Bozeman rock climber Conrad Anker has also spoken at previous public land rallies and knows how different things are this year. He said some people told him a virtual rally was just preaching to the choir. He responded by saying they should take that choir metaphor a little further.
“In houses of worship, it’s the choir that comes in early, that arranges the pews, that sweeps the floor, prepares everything, lays the hymnals out, supports the pastor. And you are the choir, we have that voice,” Anker said. “All of us, if we can share our voice, we can stop this legislation.”
Andy Posewitz, sportsman and hunting ethics advocate, said he would also rather be “doing this in the raucous rotunda of the Helena Capitol so we could shake the windows and rattle the walls.” But he didn’t let that stop him from emphasizing that all of the bills that threaten Montana’s lands and wildlife are motivated by greed.

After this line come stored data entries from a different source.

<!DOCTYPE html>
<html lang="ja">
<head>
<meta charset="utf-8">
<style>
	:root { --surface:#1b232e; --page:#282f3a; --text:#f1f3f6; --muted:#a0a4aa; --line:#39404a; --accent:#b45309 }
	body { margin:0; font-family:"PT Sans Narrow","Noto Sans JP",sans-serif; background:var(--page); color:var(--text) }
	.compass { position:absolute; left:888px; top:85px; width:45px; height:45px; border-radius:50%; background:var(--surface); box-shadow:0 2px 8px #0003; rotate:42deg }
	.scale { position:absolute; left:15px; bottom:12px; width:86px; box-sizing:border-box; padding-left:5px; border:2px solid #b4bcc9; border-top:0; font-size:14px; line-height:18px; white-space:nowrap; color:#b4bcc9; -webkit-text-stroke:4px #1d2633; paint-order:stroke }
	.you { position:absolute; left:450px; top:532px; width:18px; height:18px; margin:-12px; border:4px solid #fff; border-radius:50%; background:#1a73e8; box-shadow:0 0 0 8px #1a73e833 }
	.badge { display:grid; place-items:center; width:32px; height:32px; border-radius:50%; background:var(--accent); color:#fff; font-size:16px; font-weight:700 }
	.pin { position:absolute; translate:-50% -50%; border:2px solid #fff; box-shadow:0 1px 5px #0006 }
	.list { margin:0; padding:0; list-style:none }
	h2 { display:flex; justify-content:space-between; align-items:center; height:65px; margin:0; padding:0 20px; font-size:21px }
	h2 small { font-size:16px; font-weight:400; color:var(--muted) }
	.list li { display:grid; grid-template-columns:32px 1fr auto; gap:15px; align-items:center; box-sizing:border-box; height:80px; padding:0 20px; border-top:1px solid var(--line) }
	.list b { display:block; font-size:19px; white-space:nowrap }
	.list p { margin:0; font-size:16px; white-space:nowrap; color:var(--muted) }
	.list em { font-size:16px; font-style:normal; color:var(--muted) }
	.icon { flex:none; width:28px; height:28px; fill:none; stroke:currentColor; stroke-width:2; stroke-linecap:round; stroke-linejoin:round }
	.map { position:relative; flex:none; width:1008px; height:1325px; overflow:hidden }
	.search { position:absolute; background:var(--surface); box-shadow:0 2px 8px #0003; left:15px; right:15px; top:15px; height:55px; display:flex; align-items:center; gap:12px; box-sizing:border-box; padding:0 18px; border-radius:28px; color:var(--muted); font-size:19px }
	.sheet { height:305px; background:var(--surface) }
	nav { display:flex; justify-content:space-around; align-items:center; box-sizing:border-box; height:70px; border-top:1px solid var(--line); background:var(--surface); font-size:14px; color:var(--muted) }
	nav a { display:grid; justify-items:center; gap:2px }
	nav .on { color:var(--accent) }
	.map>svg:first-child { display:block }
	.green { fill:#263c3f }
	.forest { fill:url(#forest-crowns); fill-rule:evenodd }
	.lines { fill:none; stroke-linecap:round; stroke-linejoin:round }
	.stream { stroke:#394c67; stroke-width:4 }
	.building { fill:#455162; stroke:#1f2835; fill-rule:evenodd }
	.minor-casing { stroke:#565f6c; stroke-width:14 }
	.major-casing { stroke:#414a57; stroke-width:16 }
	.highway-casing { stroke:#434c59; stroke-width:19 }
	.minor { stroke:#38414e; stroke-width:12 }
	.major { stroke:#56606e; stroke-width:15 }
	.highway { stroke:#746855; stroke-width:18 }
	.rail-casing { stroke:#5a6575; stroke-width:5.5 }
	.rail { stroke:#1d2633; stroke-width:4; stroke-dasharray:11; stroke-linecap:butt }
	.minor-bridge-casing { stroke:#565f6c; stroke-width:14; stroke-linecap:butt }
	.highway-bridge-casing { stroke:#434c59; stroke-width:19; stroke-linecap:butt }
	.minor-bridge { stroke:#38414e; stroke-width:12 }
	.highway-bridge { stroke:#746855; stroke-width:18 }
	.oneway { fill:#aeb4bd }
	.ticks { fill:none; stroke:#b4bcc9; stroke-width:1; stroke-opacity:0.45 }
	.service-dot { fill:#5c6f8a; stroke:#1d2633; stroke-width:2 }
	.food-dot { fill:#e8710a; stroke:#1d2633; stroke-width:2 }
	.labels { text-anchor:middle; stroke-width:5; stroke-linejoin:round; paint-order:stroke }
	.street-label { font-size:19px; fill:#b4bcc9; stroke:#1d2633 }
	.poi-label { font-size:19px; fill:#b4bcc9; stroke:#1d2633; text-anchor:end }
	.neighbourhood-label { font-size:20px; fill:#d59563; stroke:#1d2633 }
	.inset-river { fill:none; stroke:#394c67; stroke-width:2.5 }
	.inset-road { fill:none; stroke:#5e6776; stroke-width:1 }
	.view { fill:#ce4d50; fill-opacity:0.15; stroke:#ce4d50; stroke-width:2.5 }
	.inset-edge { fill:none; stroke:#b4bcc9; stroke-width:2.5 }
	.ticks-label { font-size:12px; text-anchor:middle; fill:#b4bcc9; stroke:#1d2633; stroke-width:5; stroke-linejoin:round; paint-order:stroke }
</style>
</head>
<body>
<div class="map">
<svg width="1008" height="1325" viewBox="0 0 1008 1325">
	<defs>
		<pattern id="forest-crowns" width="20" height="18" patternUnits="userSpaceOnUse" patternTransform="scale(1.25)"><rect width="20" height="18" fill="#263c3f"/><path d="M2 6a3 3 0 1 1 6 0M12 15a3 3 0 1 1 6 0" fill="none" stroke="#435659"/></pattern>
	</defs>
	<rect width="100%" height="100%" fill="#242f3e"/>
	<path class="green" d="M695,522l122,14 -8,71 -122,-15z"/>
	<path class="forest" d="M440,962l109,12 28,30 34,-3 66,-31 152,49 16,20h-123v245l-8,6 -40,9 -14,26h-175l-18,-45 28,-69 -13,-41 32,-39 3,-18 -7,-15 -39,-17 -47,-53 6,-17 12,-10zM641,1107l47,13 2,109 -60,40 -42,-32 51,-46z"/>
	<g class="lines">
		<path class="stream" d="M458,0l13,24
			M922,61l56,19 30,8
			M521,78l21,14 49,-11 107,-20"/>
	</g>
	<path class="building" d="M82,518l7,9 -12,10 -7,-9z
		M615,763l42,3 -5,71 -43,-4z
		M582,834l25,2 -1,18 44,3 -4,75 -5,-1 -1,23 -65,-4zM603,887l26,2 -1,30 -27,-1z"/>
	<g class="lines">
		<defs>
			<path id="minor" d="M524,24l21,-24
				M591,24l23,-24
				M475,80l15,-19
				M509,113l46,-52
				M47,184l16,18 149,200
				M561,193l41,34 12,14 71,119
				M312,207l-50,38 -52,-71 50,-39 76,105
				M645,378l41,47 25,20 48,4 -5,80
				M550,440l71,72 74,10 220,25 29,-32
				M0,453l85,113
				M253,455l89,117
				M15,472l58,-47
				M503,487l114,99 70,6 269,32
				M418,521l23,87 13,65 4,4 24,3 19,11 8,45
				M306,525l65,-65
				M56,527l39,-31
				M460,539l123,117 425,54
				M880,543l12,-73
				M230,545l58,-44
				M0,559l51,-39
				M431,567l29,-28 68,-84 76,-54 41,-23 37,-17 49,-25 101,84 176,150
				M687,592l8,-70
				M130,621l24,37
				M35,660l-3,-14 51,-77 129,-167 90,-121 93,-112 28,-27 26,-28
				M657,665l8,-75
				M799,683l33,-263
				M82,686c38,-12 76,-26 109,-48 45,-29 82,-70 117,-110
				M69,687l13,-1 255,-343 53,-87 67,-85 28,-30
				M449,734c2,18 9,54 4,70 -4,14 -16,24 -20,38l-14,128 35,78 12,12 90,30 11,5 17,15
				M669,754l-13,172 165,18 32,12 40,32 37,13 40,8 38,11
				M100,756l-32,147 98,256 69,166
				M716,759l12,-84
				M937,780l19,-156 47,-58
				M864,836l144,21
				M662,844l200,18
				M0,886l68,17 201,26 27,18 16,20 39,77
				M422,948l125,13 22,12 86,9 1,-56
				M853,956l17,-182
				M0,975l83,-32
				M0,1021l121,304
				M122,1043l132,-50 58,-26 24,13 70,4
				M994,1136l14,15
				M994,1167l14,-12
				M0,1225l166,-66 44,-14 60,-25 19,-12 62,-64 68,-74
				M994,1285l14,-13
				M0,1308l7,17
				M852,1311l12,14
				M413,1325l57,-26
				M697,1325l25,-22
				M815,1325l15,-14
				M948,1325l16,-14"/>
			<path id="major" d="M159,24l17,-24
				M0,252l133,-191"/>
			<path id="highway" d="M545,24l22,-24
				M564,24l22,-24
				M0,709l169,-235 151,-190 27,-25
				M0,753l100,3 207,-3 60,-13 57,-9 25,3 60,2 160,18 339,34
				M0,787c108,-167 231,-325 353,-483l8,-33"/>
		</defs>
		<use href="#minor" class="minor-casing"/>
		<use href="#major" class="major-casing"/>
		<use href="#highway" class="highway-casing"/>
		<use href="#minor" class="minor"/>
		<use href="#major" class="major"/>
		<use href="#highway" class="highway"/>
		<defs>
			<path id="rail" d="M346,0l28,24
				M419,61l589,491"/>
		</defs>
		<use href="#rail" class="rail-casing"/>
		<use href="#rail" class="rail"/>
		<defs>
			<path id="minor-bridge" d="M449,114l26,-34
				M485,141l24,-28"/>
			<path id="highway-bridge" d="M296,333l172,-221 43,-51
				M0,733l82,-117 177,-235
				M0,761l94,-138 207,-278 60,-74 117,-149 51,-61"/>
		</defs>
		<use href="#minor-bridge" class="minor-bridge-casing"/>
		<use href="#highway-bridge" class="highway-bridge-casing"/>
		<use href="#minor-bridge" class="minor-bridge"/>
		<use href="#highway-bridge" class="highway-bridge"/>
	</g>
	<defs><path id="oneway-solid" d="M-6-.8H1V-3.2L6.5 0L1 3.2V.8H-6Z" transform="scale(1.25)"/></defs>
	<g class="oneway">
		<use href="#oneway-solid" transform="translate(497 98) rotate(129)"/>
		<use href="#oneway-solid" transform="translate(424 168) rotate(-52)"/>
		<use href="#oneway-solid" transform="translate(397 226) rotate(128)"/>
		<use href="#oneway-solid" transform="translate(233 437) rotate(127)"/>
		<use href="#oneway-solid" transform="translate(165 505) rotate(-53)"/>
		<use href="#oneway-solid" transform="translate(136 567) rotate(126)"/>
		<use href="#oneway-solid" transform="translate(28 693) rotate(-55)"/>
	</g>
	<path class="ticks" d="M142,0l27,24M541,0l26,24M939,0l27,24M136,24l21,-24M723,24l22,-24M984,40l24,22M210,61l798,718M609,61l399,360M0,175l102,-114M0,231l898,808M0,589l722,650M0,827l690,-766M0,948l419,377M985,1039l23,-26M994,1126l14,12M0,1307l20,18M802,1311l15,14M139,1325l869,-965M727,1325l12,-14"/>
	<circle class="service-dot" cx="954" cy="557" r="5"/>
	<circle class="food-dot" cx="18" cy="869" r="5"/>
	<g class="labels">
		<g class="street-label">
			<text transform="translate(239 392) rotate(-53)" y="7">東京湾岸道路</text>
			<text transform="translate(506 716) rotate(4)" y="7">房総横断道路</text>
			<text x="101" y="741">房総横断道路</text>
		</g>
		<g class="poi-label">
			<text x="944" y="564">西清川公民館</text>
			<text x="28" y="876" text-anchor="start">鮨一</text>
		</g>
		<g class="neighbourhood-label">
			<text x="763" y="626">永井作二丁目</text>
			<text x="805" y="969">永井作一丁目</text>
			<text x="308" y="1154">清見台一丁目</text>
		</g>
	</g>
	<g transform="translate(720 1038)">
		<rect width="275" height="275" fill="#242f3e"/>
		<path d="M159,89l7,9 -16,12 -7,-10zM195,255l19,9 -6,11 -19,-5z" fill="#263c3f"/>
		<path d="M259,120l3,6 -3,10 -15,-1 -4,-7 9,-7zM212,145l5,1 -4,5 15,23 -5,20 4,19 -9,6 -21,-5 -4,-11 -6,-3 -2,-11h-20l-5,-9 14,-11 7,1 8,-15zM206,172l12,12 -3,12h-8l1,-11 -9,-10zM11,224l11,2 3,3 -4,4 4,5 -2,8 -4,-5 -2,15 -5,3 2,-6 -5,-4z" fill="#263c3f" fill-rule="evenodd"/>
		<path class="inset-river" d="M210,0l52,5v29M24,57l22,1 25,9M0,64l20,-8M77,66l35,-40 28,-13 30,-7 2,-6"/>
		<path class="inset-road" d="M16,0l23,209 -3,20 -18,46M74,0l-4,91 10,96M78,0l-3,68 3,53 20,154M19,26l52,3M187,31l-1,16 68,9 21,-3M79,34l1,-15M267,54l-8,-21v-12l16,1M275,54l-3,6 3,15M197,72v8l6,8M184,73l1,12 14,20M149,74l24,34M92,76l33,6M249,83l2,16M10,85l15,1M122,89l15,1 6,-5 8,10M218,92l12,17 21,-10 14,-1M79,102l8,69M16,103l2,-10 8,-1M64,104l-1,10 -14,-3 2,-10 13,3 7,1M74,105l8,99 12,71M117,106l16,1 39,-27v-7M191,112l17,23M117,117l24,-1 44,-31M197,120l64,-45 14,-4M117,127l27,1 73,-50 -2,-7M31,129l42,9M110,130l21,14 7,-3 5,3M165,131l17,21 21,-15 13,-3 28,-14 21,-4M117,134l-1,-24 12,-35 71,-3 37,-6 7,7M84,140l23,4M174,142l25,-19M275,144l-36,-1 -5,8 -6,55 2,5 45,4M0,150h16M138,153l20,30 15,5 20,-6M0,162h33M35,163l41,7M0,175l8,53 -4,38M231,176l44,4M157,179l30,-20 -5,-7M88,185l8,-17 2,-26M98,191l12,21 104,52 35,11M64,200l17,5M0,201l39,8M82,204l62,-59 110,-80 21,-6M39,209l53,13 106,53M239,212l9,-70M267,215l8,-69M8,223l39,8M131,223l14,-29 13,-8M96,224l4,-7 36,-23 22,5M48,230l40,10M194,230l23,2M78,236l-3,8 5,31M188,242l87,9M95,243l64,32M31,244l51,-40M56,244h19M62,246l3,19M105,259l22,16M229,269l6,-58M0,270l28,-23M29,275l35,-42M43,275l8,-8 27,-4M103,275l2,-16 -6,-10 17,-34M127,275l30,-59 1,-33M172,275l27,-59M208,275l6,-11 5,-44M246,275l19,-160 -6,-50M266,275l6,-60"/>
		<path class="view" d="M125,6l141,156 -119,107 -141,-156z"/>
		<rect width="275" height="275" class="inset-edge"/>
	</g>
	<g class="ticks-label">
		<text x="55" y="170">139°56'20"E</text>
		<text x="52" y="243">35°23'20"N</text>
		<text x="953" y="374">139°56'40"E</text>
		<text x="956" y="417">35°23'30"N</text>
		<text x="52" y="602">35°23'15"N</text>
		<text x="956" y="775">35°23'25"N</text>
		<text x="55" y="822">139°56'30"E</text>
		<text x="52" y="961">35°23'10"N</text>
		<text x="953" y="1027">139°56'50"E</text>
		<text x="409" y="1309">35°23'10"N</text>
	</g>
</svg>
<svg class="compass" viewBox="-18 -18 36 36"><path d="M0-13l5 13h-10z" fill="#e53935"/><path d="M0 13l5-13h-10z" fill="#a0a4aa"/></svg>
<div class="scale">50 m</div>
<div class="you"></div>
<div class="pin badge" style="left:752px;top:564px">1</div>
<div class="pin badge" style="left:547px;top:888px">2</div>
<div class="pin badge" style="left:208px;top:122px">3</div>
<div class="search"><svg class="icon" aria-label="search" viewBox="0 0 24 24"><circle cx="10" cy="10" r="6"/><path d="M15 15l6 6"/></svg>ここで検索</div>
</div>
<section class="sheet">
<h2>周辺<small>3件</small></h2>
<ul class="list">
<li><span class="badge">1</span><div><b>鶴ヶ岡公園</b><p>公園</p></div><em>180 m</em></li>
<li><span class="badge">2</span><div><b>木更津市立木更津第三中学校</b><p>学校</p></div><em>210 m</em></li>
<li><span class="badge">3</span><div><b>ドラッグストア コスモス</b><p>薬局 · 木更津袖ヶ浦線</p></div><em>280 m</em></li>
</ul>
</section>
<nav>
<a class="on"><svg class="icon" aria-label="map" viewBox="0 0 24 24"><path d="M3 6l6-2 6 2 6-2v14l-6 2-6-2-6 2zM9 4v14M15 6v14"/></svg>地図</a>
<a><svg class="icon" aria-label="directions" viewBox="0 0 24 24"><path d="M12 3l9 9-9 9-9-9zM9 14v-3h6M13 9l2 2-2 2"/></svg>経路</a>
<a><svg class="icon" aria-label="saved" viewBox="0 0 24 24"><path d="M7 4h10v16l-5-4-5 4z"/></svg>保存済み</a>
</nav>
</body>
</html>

Son of the late Jim Posewitz, Fish, Wildlife & Parks biologist and founder of Orion the Hunter’s Institute, Andy said Montana has already suffered an era when wildlife was hunted to near extinction and the land was exploited. Decades ago, Montanans recognized what was lost and worked together to restore what they could.
“The same greed that leveled the landscape in the late 1800s is emerging from hibernation as our success grows. The greed takes the form of public policymakers representing not the interest of the public or the resource held in public trust but representing instead those who would seek private profit from the public trust,” Posewitz said. “Make no mistake – they’re filled with every bit the same greed that led American wildlife to the brink of oblivion. We’re challenged today to be every bit the heroes who brought it back.”
Posewitz said he was disappointed after only four people joined him at the Legislature to oppose a bill that would overturn a citizen’s initiative. If Montana is to remain the inspiring place that people so obviously desire, Montanans are going to have to do more than just write a check to have nonprofit organizations testify for them, Posewitz said.
“Money is no substitute for our passion. Our challenge is how to convert our passion to policy, either through existing policymakers or by changing policymakers,” Posewitz said. “Alone, our voice is a tiny blip in a great wilderness. But together, we are thousands of voices capable of shaking the windows and rattling the walls. I know this because I have seen it with my own eyes and so have you. It is time to remind ourselves of how powerful we are together, find our footing and take offense.”
He encouraged people to learn who their legislators are and to tell their legislators what they want. Don’t rely on computer texts and emails to make a difference – they’ve made people lazy. Talk to all the new people who have moved to Montana but don’t know what could be lost. Get actively involved, because time is short.
“For years, we have stood on the shoulders of the heroes of our movement. They helped restore our present abundance, and it is our turn today to rise to the challenges of our generation, which are every bit as perilous as the challenges of our history,” Posewitz said. “Make no mistake – our heroes are watching from above and our kids are looking up to see what we will do. Let’s show them.”